• [What the task asks]:
In the records, find each line where "hidden" occurs, and copy it.

(Stored data entries)

Start of Block

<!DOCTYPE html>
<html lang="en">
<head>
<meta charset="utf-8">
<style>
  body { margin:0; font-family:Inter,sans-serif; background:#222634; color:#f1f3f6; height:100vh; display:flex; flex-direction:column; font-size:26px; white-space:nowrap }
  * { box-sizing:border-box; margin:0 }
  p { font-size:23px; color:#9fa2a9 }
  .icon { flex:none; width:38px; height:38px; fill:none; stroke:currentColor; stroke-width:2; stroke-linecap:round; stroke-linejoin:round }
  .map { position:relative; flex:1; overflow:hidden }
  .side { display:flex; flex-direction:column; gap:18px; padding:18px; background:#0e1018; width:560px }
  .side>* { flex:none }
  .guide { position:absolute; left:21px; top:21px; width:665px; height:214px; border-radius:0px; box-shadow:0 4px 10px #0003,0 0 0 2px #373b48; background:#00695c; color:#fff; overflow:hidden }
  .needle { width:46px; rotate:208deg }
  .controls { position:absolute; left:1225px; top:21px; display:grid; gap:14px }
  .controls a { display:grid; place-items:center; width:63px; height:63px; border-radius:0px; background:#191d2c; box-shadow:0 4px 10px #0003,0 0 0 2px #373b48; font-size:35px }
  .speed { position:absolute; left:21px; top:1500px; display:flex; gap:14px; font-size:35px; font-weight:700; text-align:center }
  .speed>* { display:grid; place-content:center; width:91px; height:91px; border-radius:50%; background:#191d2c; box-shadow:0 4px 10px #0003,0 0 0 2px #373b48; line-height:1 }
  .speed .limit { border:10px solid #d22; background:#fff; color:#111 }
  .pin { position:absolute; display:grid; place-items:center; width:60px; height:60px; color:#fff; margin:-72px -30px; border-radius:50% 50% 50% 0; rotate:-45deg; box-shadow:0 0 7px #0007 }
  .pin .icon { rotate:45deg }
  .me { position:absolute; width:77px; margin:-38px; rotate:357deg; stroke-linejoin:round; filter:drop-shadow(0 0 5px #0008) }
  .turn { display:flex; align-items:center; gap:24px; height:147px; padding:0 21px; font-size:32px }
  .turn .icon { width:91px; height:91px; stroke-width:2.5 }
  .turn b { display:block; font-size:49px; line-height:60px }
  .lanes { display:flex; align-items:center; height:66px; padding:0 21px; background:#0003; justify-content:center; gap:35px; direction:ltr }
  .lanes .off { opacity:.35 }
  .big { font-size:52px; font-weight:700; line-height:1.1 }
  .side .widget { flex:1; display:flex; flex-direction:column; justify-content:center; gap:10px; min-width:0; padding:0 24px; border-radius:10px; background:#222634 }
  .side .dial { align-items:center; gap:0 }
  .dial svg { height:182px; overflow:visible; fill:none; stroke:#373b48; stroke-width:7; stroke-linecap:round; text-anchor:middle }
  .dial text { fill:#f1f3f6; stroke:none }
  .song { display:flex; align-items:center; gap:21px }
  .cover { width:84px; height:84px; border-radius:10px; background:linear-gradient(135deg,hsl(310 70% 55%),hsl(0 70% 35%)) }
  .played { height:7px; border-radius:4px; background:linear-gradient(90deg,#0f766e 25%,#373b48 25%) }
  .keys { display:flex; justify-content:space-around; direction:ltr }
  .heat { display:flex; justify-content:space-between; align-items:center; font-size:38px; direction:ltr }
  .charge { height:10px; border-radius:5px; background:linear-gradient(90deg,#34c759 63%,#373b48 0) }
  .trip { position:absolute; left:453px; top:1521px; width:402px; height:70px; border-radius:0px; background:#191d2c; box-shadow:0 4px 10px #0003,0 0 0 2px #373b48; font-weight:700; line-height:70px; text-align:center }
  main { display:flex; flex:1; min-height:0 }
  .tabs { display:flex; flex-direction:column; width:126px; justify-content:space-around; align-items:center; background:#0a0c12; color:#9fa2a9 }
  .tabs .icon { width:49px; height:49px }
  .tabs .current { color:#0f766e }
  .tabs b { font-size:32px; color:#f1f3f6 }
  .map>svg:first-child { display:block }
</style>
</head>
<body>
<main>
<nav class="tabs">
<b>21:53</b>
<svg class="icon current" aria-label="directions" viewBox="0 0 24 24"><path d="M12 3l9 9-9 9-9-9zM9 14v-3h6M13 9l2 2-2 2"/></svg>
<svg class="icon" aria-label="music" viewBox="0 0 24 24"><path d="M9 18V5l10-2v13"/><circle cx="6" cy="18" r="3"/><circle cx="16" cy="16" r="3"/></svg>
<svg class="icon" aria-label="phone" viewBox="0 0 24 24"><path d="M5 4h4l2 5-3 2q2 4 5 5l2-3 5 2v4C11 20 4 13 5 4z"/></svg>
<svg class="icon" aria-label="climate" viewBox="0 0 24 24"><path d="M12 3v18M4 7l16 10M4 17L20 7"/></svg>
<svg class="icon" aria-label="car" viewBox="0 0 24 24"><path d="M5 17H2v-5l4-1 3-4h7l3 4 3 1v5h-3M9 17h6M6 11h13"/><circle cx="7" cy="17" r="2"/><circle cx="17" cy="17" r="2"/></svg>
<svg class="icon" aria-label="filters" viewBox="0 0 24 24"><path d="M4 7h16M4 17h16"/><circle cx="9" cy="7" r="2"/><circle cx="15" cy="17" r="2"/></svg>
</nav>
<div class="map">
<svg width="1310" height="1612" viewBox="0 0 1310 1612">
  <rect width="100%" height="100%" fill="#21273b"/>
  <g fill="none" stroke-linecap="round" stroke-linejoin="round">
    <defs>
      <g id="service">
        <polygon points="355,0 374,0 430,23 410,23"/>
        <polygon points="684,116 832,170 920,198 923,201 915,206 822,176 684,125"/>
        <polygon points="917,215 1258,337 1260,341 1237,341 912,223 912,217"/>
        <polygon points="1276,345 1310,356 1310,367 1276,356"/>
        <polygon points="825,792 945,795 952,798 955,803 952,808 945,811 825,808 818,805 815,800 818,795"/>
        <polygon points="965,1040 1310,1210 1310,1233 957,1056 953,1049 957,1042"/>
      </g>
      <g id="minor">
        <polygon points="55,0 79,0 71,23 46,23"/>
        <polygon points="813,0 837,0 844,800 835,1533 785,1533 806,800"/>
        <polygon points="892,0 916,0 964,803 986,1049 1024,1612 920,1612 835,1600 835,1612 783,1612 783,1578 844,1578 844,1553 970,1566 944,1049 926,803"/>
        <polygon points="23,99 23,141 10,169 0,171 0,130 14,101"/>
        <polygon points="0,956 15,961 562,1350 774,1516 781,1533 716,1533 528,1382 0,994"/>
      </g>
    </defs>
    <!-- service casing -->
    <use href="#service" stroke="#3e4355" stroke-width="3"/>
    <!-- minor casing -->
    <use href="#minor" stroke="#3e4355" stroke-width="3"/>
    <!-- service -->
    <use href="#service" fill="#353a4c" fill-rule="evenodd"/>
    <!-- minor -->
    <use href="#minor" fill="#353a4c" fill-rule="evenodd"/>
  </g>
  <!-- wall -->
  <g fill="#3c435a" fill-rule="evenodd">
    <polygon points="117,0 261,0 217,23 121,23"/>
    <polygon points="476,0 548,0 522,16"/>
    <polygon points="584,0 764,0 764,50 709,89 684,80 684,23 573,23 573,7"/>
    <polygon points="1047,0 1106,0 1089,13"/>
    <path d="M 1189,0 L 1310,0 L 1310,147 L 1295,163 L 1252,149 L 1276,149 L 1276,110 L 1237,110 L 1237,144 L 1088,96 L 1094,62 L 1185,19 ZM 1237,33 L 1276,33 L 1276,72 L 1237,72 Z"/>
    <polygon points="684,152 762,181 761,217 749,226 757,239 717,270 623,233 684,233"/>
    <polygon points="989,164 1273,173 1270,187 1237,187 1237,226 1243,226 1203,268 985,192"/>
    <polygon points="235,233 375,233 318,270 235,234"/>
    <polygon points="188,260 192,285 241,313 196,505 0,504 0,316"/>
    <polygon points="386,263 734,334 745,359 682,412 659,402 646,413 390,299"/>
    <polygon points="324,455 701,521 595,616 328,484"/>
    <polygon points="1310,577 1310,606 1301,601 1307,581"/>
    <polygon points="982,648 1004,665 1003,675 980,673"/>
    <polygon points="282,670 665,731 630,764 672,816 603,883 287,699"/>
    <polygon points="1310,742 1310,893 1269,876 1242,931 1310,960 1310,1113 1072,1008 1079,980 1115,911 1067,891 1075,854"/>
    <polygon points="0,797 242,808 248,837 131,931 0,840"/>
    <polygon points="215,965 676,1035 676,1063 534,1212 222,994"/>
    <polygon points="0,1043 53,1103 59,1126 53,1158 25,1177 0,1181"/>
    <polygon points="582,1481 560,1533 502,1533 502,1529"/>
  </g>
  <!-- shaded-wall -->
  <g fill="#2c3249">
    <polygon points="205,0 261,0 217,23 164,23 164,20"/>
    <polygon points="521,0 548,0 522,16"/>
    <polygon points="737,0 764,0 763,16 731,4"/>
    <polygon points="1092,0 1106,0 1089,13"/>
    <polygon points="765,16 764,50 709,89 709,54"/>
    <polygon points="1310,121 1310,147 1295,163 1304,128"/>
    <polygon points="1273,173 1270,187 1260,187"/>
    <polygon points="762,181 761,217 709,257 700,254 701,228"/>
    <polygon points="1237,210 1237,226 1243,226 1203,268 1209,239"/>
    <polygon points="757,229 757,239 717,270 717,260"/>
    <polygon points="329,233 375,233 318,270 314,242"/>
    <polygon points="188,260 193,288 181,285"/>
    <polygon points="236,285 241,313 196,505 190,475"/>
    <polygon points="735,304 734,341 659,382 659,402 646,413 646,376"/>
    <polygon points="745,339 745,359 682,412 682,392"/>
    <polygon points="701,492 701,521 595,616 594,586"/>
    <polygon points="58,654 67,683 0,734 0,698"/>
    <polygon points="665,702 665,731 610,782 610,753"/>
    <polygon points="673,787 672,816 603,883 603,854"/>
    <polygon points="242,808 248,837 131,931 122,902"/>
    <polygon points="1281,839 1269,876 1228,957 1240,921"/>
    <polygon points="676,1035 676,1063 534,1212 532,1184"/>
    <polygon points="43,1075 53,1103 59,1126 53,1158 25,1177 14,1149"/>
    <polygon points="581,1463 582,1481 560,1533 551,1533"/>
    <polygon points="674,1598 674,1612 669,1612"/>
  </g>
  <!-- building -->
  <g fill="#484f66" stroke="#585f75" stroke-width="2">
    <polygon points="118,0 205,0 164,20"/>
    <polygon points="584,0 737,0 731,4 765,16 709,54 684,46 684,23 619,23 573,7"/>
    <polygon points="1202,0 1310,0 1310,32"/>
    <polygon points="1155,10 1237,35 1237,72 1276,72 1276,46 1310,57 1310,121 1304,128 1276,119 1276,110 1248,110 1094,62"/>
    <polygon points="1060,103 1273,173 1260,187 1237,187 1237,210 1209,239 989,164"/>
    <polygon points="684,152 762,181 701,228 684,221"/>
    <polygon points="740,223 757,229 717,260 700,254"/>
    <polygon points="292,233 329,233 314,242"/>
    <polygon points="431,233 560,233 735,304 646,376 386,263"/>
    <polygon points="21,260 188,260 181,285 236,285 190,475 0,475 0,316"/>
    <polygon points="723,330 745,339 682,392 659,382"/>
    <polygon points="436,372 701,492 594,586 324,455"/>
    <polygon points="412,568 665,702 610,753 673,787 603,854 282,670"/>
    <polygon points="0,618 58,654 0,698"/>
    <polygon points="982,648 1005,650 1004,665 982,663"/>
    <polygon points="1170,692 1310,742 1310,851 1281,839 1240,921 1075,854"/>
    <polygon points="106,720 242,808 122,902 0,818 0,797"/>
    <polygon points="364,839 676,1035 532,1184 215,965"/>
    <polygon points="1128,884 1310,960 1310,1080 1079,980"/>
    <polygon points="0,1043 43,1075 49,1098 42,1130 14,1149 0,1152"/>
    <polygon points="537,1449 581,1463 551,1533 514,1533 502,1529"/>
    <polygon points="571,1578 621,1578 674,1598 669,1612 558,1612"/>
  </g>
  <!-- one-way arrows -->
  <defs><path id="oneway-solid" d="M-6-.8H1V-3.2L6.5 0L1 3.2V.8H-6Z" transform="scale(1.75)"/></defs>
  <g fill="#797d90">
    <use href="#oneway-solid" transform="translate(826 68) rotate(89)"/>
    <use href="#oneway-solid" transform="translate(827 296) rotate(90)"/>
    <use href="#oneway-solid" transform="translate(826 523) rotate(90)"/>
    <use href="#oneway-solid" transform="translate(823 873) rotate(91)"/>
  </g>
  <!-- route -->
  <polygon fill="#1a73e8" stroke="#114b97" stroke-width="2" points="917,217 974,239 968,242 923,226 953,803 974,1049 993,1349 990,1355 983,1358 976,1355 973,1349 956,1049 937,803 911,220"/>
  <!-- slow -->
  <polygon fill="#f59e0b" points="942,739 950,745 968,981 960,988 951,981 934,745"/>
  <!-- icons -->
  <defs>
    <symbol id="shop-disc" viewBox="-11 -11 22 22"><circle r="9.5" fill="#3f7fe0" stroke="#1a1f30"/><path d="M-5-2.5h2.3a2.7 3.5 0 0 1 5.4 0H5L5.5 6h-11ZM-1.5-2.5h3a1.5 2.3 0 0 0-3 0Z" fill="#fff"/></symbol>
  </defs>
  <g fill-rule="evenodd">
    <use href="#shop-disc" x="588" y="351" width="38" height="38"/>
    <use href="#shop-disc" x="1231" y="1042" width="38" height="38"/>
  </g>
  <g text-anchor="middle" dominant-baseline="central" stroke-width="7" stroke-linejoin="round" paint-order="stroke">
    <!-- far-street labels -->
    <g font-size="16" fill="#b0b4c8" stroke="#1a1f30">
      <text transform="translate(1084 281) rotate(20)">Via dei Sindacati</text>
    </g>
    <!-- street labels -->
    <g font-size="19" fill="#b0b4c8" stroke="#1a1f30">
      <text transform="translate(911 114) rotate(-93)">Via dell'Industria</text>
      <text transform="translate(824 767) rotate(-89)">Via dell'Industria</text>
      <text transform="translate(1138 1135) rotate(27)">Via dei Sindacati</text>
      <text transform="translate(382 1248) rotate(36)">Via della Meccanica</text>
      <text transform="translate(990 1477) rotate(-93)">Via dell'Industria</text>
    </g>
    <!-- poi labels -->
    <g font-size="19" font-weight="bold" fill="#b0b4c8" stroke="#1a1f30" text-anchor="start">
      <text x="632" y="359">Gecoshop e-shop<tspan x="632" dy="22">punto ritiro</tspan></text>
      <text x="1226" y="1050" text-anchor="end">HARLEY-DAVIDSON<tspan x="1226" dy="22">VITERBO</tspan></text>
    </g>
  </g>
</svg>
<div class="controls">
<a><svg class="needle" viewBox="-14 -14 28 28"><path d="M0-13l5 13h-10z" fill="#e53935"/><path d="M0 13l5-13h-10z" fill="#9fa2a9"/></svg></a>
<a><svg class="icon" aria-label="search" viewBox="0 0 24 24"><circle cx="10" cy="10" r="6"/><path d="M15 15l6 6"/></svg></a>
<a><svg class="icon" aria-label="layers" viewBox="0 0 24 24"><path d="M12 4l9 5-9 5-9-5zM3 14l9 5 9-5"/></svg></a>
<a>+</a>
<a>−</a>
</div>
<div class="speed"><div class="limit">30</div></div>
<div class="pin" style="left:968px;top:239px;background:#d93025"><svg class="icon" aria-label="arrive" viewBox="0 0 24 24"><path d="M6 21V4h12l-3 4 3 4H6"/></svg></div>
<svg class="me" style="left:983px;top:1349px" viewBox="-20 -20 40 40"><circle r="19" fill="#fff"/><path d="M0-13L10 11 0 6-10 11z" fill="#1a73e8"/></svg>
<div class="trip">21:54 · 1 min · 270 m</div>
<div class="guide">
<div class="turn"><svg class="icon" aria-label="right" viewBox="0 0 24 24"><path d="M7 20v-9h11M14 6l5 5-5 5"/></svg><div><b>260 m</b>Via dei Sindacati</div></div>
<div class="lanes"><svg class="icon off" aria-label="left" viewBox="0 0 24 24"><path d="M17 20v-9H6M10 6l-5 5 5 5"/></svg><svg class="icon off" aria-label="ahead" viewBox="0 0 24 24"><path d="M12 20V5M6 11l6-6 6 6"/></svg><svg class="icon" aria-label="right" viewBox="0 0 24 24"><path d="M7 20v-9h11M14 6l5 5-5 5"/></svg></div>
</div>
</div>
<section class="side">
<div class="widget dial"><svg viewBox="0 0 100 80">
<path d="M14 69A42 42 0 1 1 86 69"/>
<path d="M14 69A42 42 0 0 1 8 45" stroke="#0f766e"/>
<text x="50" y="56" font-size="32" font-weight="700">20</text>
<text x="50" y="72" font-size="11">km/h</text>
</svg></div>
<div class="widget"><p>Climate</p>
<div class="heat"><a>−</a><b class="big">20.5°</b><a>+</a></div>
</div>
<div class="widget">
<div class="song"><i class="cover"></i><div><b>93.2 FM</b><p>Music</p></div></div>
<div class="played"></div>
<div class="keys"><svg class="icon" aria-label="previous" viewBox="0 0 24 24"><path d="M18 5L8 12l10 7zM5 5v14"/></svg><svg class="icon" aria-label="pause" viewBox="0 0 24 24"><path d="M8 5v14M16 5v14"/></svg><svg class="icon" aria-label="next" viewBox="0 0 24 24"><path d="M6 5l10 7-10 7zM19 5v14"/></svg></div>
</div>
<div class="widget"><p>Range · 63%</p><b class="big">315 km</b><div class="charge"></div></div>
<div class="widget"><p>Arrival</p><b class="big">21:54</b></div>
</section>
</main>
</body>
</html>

End of Block

• [Result of the task]:
  .map { position:relative; flex:1; overflow:hidden }
  .guide { position:absolute; left:21px; top:21px; width:665px; height:214px; border-radius:0px; box-shadow:0 4px 10px #0003,0 0 0 2px #373b48; background:#00695c; color:#fff; overflow:hidden }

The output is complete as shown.